Some of the better Android tablets should be competitors since they're going to be sporting much better specs than the iPad when they're released. The Notion Ink Adam will have a PixelQi display.
I'm sure you're right. Some of these Android tablets should be cool devices, definitely worth checking out. I'm wondering, though, how any of them can attract much attention, since they'll probably all be hitting the market within a few months of one another. It will be pretty easy to get lost in the crowd -- especially for products made by smaller companies with limited advertising budgets.
HP does have an advantage here, being a well-known brand and also a huge company with the finances to heavily promote its products.
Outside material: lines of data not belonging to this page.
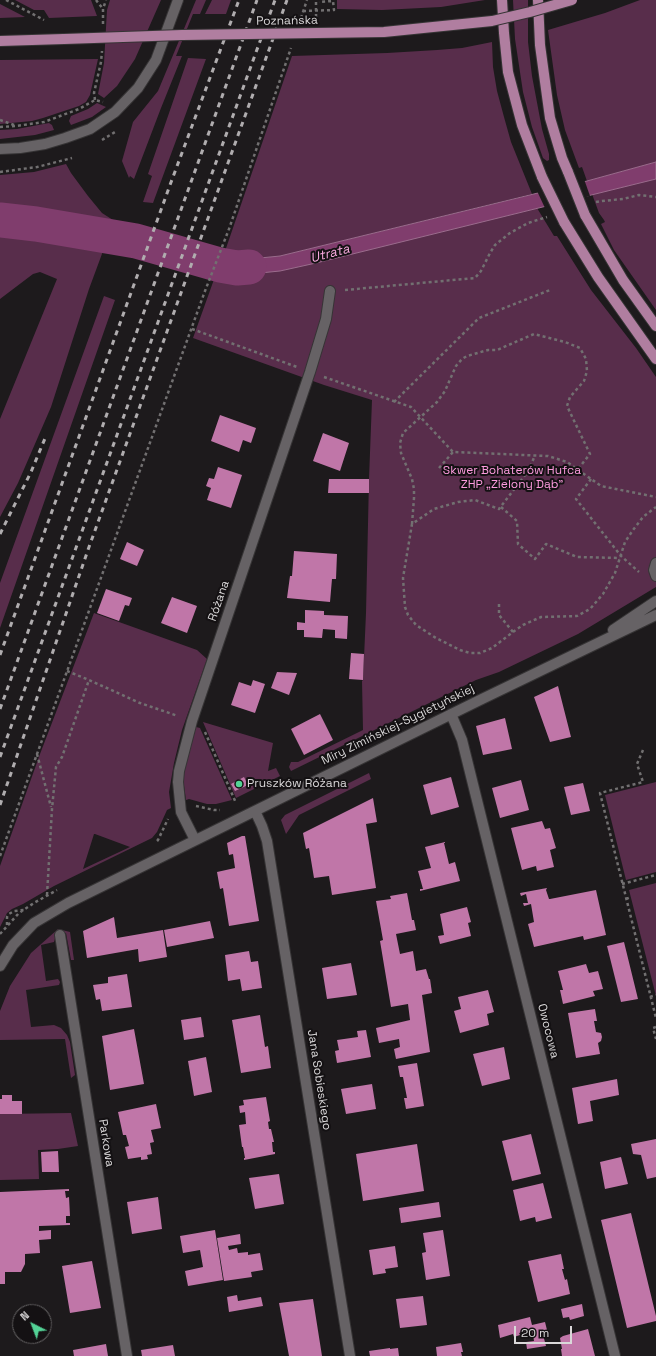 <!DOCTYPE html>
<meta charset="utf-8">
<style>
body{margin:0}
#map{position:relative;width:656px;height:1356px;overflow:hidden;background:#1d1a1c;font-family:"Space Grotesk",sans-serif}
canvas{display:block}
.north{position:absolute;left:12px;top:1304px;width:40px;height:40px;box-sizing:border-box;background:#141113;border:1px solid #636162;border-radius:50%;rotate:318deg;font-size:11px;font-weight:700;line-height:16px;text-align:center;color:#dad8d9}
.north::after{content:'';display:block;margin:auto;width:14px;height:18px;background:#53d396;clip-path:polygon(50% 0,100% 100%,50% 72%,0 100%)}
.scale{position:absolute;left:514px;top:1326px;width:58px;height:18px;box-sizing:border-box;border:2px solid #dad8d9;border-top:0;padding-left:5px;font-size:12px;line-height:14px;white-space:nowrap;color:#dad8d9;-webkit-text-stroke:3px #141113;paint-order:stroke}
</style>
<div id="map">
<canvas width="656" height="1356"></canvas>
<div class="north">N</div>
<div class="scale">20 m</div>
</div>
<script>
const ctx = document.querySelector('canvas').getContext('2d');
ctx.lineJoin = 'round';
function paint(path, color) { ctx.fillStyle = color; ctx.fill(path, 'evenodd'); }
const toPath = rows => new Path2D(rows.map(r => 'M' + r).join(''));
function strokePath(path, color, width, dash) { ctx.strokeStyle = color; ctx.lineWidth = width; ctx.lineCap = dash ? 'butt' : 'round'; ctx.setLineDash(dash || []); ctx.stroke(path); }
function write(font, color, halo, rows, align = 'center') {
  ctx.font = font + ' "Space Grotesk",sans-serif'; ctx.lineWidth = 4; ctx.setLineDash([]); ctx.textBaseline = 'middle'; ctx.strokeStyle = halo; ctx.fillStyle = color; for (const [text, x, y, turn = 0] of rows) {
    ctx.save(); ctx.translate(x, y); ctx.rotate((+turn || 0) * Math.PI / 180); ctx.textAlign = isNaN(turn) ? turn : align; if (halo) ctx.strokeText(text, 0, 0); ctx.fillText(text, 0, 0); ctx.restore();
  }
}
paint(toPath([
 [15,0,91,0,97,16,49,18,44,10,34,10],
 [110,0,161,0,135,59,117,86,104,98,98,94,104,63,107,10],
 [196,0,206,0,200,14,193,14,176,56,182,56,161,108,134,179,130,176,129,178,122,161,133,122,158,91],
 [212,0,231,0,226,14,205,14],
 [337,0,485,0,441,7,382,10,337,9],
 [513,0,528,0,528,42,532,76,542,129,549,154,549,160,547,161,543,158,532,127,523,92,515,39],
 [640,0,656,0,656,162,587,181,582,167,579,168,565,130,557,95,548,30,605,13],
 [0,4,25,17,0,18],
 [492,42,493,67,497,91,504,117,511,142,532,194,280,256,250,259,223,257,292,56,387,53,437,50,462,48],
 [188,58,206,59,153,203,143,202,152,176,148,174],
 [98,59,90,95,86,102,79,106,43,118,32,121,0,124,0,60],
 [97,103,106,107,92,117,71,125,69,121,71,116,88,109],
 [49,123,52,125,54,130,35,135,0,139,0,130,17,129],
 [66,164,71,173,88,196,102,213,113,220,110,229,28,214,0,212,0,175,34,172],
 [656,179,656,310,614,250,601,224,605,222,604,220,599,213,592,194],
 [537,208,554,236,557,236,591,290,636,348,656,377,656,587,578,634,499,672,476,680,291,771,289,767,291,762,298,762,363,730,362,681,363,680,366,613,369,479,372,400,324,385,193,338,217,271,224,272,280,271],
 [0,227,22,228,106,243,89,289,51,407,18,483,0,517,0,419,57,279,40,272,33,274,0,299],
 [104,296,115,300,0,628,0,583],
 [94,613,197,650,207,659,182,730,174,763,169,792,171,808,167,810,157,832,152,838,54,886,23,904,12,909,7,913,0,927,0,866,40,754],
 [94,834,95,834,130,847,83,869],
 [203,722,273,743,268,771,276,768,280,776,236,798],
 [196,727,200,728,232,800,216,804,207,804,189,799,186,800,184,786,184,773,186,760],
 [369,773,371,779,299,815,286,834,281,820,285,815],
 [656,782,656,872,626,880,605,795],
 [656,883,656,996,629,890],
 [58,929,70,932,74,960,71,960,66,933,56,935,54,942,41,945,46,981,58,979,60,982,59,985,26,990,31,1027,54,1025,61,1028,67,1035,70,1042,75,1075,71,1078,65,1039,0,1040,0,1011,10,986,31,953],
 [71,1113,78,1146,58,1149,38,1150,39,1179,0,1180,0,1114]
]), '#582d4b');
const water = toPath([
 [656,162,656,179,316,263,280,271,250,274,224,272,201,265,205,253,227,259,250,259,280,256,587,181,656,162]
]);
paint(water, '#803d6d');
strokePath(water, '#9b6c8d', 1);
paint(toPath([
 [584,179,590,196,545,208,537,191]
]), '#1d1a1c');
strokePath(toPath([
 [0,220,36,224,136,241,220,265,237,268,249,267]
]), '#803d6d', 35);
paint(toPath([
 [220,415,256,428,251,443,243,440,239,452,211,441],
 [323,433,349,443,340,471,313,461],
 [218,467,242,475,231,508,207,500,211,488,206,486,209,478,214,479],
 [329,479,369,479,369,493,328,493],
 [127,542,144,550,137,566,120,559],
 [294,551,337,554,336,579,332,579,330,602,287,598,290,576,292,576],
 [106,589,132,598,129,606,125,605,119,621,97,613],
 [172,597,197,606,187,633,161,623],
 [305,610,324,611,324,615,348,616,347,639,335,638,335,630,323,629,322,638,304,637,304,630,297,630,297,622,305,623],
 [351,653,364,654,363,680,349,679],
 [277,672,297,673,289,695,271,688],
 [253,680,265,684,255,713,231,705,239,682,251,686],
 [558,686,571,737,550,742,534,697],
 [320,714,333,740,304,755,291,729],
 [505,718,512,749,483,755,476,726],
 [244,777,248,785,235,791,231,784],
 [451,777,459,807,431,815,423,785],
 [521,780,529,810,500,818,492,788],
 [583,783,590,811,571,815,564,787],
 [373,798,377,822,366,824,376,888,332,895,329,876,314,878,309,848,306,849,303,833],
 [542,821,545,829,550,828,556,848,550,850,554,867,537,871,536,866,522,870,511,828],
 [242,836,245,836,259,921,229,926,223,888,220,889,217,872,235,868,233,854,229,855,227,843],
 [445,842,445,843,444,843,449,864,455,862,460,881,420,891,420,889,423,889,418,871,431,868,425,847],
 [547,888,546,890,549,899,550,899,596,890,606,935,584,940,583,936,534,947,528,924,534,922,531,904,524,906,523,903,528,903,526,894,521,896,520,893],
 [407,893,412,920,414,920,416,930,396,934,400,954,413,951,416,971,426,969,429,979,430,979,432,993,422,995,430,1052,396,1059,394,1049,400,1047,399,1039,379,1043,376,1028,410,1020,408,1004,391,1007,380,941,383,940,376,901,391,899,390,896],
 [467,907,471,922,468,923,471,936,440,944,438,936,444,935,440,914],
 [114,917,117,938,163,930,167,957,139,962,138,949,87,958,83,931],
 [210,921,214,938,167,947,164,930],
 [624,942,638,999,621,1002,607,946],
 [249,951,251,962,258,961,262,988,242,991,240,979,228,981,225,955],
 [351,963,357,995,327,999,322,968],
 [586,964,589,973,598,971,603,989,593,991,595,996,563,1004,560,990,563,990,558,971],
 [127,974,132,1007,102,1011,100,999,96,1000,93,985,108,983,108,977],
 [488,990,494,1012,487,1014,489,1025,460,1033,454,1011,461,1009,458,997],
 [595,1009,597,1021,594,1021,596,1032,601,1033,602,1037,601,1041,598,1043,600,1054,576,1058,568,1013],
 [260,1015,265,1047,268,1046,271,1068,241,1073,232,1020],
 [201,1017,204,1037,184,1040,181,1020],
 [134,1029,144,1084,110,1090,102,1036],
 [366,1030,371,1057,337,1063,335,1051,339,1050,337,1040,358,1037,357,1031],
 [504,1047,510,1079,482,1086,473,1054],
 [206,1057,212,1092,194,1096,188,1061],
 [417,1063,424,1106,406,1109,404,1098,407,1098,403,1077,400,1077,398,1066],
 [617,1079,619,1095,590,1101,593,1121,578,1124,572,1088],
 [372,1084,376,1109,346,1114,341,1089],
 [2,1095,12,1095,12,1101,22,1101,22,1114,0,1114,0,1099,2,1099],
 [266,1097,270,1121,268,1122,269,1129,271,1129,274,1142,272,1142,273,1152,275,1152,275,1154,244,1160,244,1158,245,1158,243,1147,242,1147,239,1125,246,1124,245,1112,240,1113,239,1106,244,1105,243,1100],
 [156,1104,161,1128,151,1130,154,1142,150,1143,152,1154,147,1155,148,1159,141,1160,141,1157,128,1159,125,1147,129,1146,126,1135,123,1135,118,1112],
 [531,1134,541,1174,512,1181,502,1141],
 [656,1139,656,1177,647,1179,641,1155,633,1154,631,1144],
 [417,1144,424,1191,363,1201,356,1154],
 [58,1151,59,1172,42,1172,41,1152],
 [621,1157,628,1184,605,1189,600,1162],
 [279,1174,284,1204,255,1209,249,1178],
 [543,1183,552,1218,536,1222,535,1217,520,1221,513,1190],
 [69,1189,69,1191,65,1191,66,1198,69,1197,70,1216,66,1216,66,1223,70,1223,70,1225,39,1226,39,1231,51,1230,51,1239,39,1240,40,1253,25,1254,25,1264,21,1272,5,1272,5,1284,0,1284,0,1192],
 [158,1197,162,1229,132,1234,127,1202],
 [439,1202,441,1217,401,1223,399,1208],
 [631,1213,656,1316,656,1321,627,1328,601,1220],
 [215,1230,223,1280,188,1286,185,1271,203,1267,200,1250,183,1253,180,1236],
 [443,1230,450,1276,426,1280,422,1253,426,1252,423,1233],
 [240,1234,241,1244,228,1246,229,1250,237,1248,238,1253,248,1252,248,1255,260,1253,263,1270,251,1272,252,1277,224,1281,217,1238],
 [395,1246,398,1267,385,1269,386,1273,373,1275,369,1250],
 [561,1254,564,1269,562,1269,565,1280,567,1279,570,1294,538,1302,528,1261],
 [92,1261,101,1308,70,1313,62,1266],
 [237,1295,238,1301,261,1297,263,1306,229,1312,227,1297],
 [423,1296,427,1325,400,1328,396,1299],
 [313,1299,322,1356,289,1356,279,1303],
 [582,1304,584,1316,570,1320,569,1317,563,1318,561,1309],
 [530,1317,532,1325,545,1322,547,1330,542,1331,546,1346,527,1349,526,1342,534,1341,532,1329,519,1333,520,1335,514,1337,513,1334,500,1338,498,1325],
 [588,1329,595,1356,562,1356,561,1349,562,1349,560,1338,563,1336],
 [461,1343,463,1352,461,1352,462,1356,437,1356,436,1347],
 [106,1344,108,1356,74,1356,73,1350],
 [173,1345,175,1356,142,1356,141,1350],
 [390,1348,390,1349,398,1348,399,1356,370,1356,369,1351]
]), '#c076a8');
const minor = toPath([
 [0,149,20,148,45,144,65,138,90,129,115,112,138,88,156,60,178,0],
 [656,563,654,570,656,576],
 [613,630,656,601],
 [451,714,462,740,615,1356],
 [255,811,262,826,267,841,350,1356],
 [195,840,181,812,178,782,179,771,192,721,310,372,326,319,330,291],
 [60,935,127,1356],
 [0,966,13,945,34,923,68,903,482,699,656,615]
]);
const major = toPath([
 [502,0,504,33,508,72,522,125,542,177],
 [538,0,540,45,550,118,562,158,568,172],
 [0,41,64,39],
 [585,215,623,280,656,326],
 [564,222,598,277,656,359]
]);
strokePath(minor, '#363435', 12);
strokePath(major, '#363435', 12);
strokePath(toPath([
 [6,0,44,20],
 [96,0,103,9],
 [303,11,334,10,333,1,319,2],
 [301,18,307,0],
 [103,24,103,9,106,0],
 [95,100,94,93,101,62,102,51],
 [0,120,14,125],
 [0,127,16,126,44,122,79,109,95,100,103,102],
 [102,140,115,132],
 [0,172,37,167,72,158],
 [596,202,602,201,623,199,639,195,656,197],
 [345,290,475,278,481,271,490,253,495,245,510,233,528,223,547,217],
 [192,329,297,367],
 [324,377,411,407,453,452,548,456,567,462,601,486,656,497],
 [394,402,479,318,550,290],
 [439,468,453,452],
 [591,479,576,499,621,556,639,572],
 [501,507,517,521,518,544,535,559,546,544,577,557,620,558],
 [412,524,414,498,414,489,412,479,401,453,400,443,403,433,437,402,445,391,456,366,462,359,467,356,488,350,497,350,534,334,565,342,580,348,586,359,587,371,584,381,570,397,567,406,590,454,578,469],
 [499,604,499,615,513,632,492,648,480,653,470,653,460,650,436,638,416,625,408,615,405,607,403,578,412,524,434,509,458,502,475,500,499,509,529,470,535,455],
 [513,632,523,625,541,617,577,616,590,609,603,594,615,573,625,542,633,530,643,517,656,507],
 [67,671,89,680,140,703,178,716],
 [205,732,236,803],
 [643,750,637,764,643,782,600,793,656,1018],
 [37,754,51,807],
 [196,806,214,810,220,810],
 [157,841,158,840,168,819],
 [0,856,205,291,229,229,291,48],
 [622,884,656,875],
 [47,895,52,809,56,767,62,757,89,680],
 [626,899,631,897],
 [7,925,7,917,9,914,14,911,24,910],
 [0,934,19,913,34,903,57,890],
 [650,997,656,995],
 [656,1027,653,1028,656,1039]
]), '#727071', 2.5, [3, 3]);
strokePath(minor, '#666265', 10);
strokePath(major, '#b07ea0', 10);
strokePath(toPath([
 [0,534,31,472,46,436],
 [0,655,170,185,239,0],
 [0,709,257,0],
 [0,757,275,0],
 [0,805,89,547,287,0]
]), '#b0adaf', 3, [5, 5]);
const majorBridge = toPath([
 [64,39,182,35,384,32,492,21,530,12,572,0],
 [568,172,585,215],
 [542,177,564,222]
]);
strokePath(majorBridge, '#363435', 12, []);
strokePath(toPath([
 [316,17,316,2,319,2]
]), '#727071', 2.5, [3, 3]);
strokePath(majorBridge, '#b07ea0', 10);
for (const [x, y, r, color] of [
 [239,784,4,"#53d396"]
]) { const dot = new Path2D(); dot.arc(x, y, r, 0, 2 * Math.PI); ctx.fillStyle = color; ctx.fill(dot); strokePath(dot, '#141113', 1.5); }
write('12px', '#dad8d9', '#141113', [
 ["Poznańska",287,21,-1],
 ["Różana",219,601,-71],
 ["Miry Zimińskiej-Sygietyńskiej",398,725,-26],
 ["Owocowa",548,1031,76],
 ["Jana Sobieskiego",319,1080,81],
 ["Parkowa",106,1143,81]
]);
write('12px', '#fd9bde', '#141113', [
 ["Skwer Bohaterów Hufca",512,471],
 ["ZHP „Zielony Dąb”",512,485]
]);
write('12px', '#dad8d9', '#141113', [
 ["Pruszków Różana",247,784]
], 'left');
write('italic 13px', '#f9aadf', '#141113', [
 ["Utrata",330,254,-15]
]);
</script>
Some of the makers of Windows tablets will also be large companies, like Dell. But then again, they're going to be selling a slab running Windows, and I'm kind of skeptical that consumers are going to be very excited about that.
It just seems to me that's what's about to happen is that 15 or 20 or 30 new tablet devices will be clamoring for attention, struggling for name recognition. And on the other side, there will be 10 million iPads already out there in people's hands, with a simple name that everybody knows.
I think HP has acted shrewdly and decisively so far: first by snapping up Palm with its mobile operating system already in place, and then by dropping the albatross of the Windows-based Slate. I still have trouble imagining HP transforming itself into a nimble mobile-device competitor on the field with Apple. But at least they're striking out on their own course.